POST 2012
First Conference on
Principles of Security and Trust

Tallinn, Estonia

ETAPS Dates: 24 March - 1 April 2012


 

Accepted papers
Description
Call for Papers
Rebuttal
Submission
Important Dates
Invited Speaker
Programme Committee
Steering Committee
ETAPS 2012







 

Accepted Papers

The papers accepted for POST 2012 are now available here.

Conference Description

Principles of Security and Trust is a broad forum related to the theoretical and foundational aspects of security and trust. Papers of many kinds are welcome: new theoretical results, practical applications of existing foundational ideas, and innovative theoretical approaches stimulated by pressing practical problems.

POST combines and replaces a number of successful and longstanding workshops in this area: Automated Reasoning and Security Protocol Analysis (ARSPA), Formal Aspects of Security and Trust (FAST), Security in Concurrency (SecCo), and the Workshop on Issues in the Theory of Security (WITS). A subset of these events met jointly as an event affiliated with ETAPS in 2011 under the name Theory of Security and Applications (TOSCA).

POST is now a member conference of the European Joint Conferences on Theory and Practice of Software (ETAPS), which is the primary European forum for academic and industrial researchers working on topics relating to Software Science. ETAPS 2012 is the 15th joint conference in this series.

 

Call for Papers

We seek submissions proposing theories to clarify security and trust within computer science; submissions establishing new results in existing theories; and also submissions raising fundamental concerns about existing theories. We welcome new techniques and tools to automate reasoning within such theories, or to solve security and trust problems. Case studies that reflect the strengths and limitations of foundational approaches are also welcome, as are more exploratory presentations on open questions. Tool demonstration papers form a separate category.
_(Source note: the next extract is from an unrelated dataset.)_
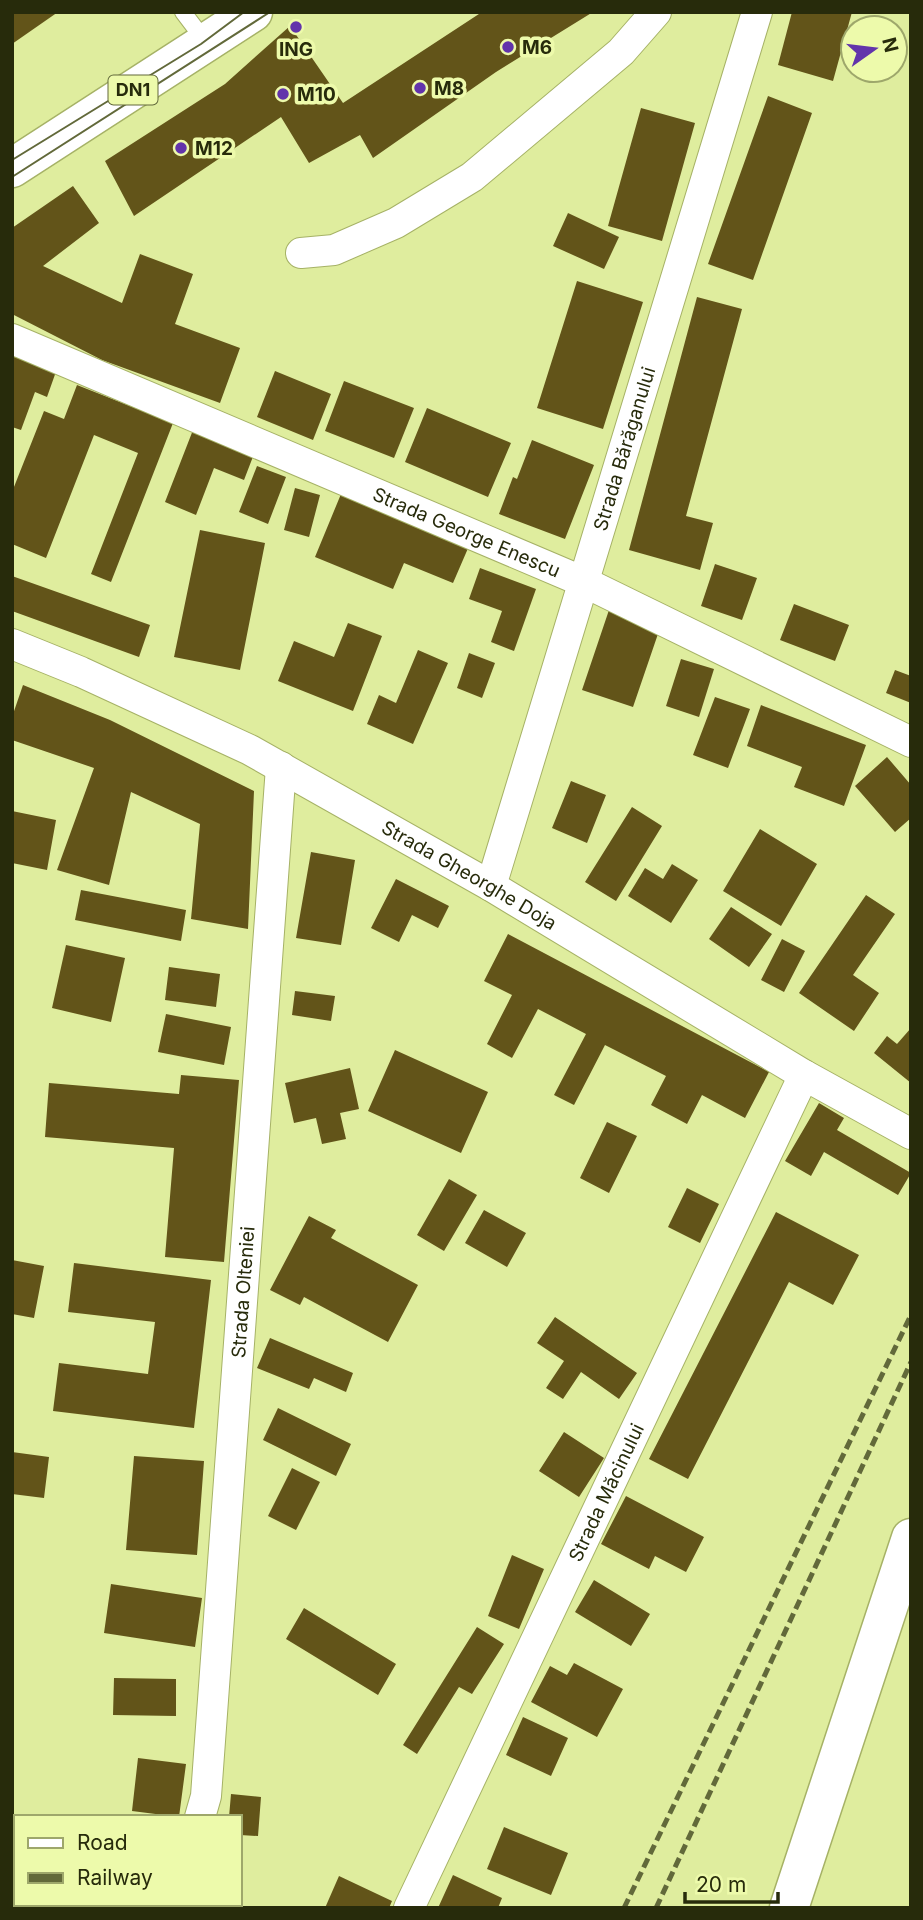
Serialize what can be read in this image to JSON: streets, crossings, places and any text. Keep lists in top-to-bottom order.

Areas of interest include:
Access control Anonymity Authentication
Availability Cloud security Confidentiality
Covert channels Crypto foundations Economic issues
Information flow Integrity Languages for security
Malicious code Mobile code Models and policies
Privacy Provenance Reputation and trust
Resource usage Risk assessment Security architectures
Security protocols Trust management Web service security

Productive techniques have included automated reasoning, compositionality and transformation, language-based methods, logical formalization, quantitative methods, and static analysis.

 

Rebuttal phase

Authors will be given a 60 hour period to read and respond to the reviews of their papers before the PC meeting. This process will not, however, provide additional iterations.

 

Submission Guidelines

Research papers must be written in English, unpublished and not submitted for publication elsewhere. The proceedings will be published in the Springer-Verlag Lecture Notes in Computer Science series (currently pending).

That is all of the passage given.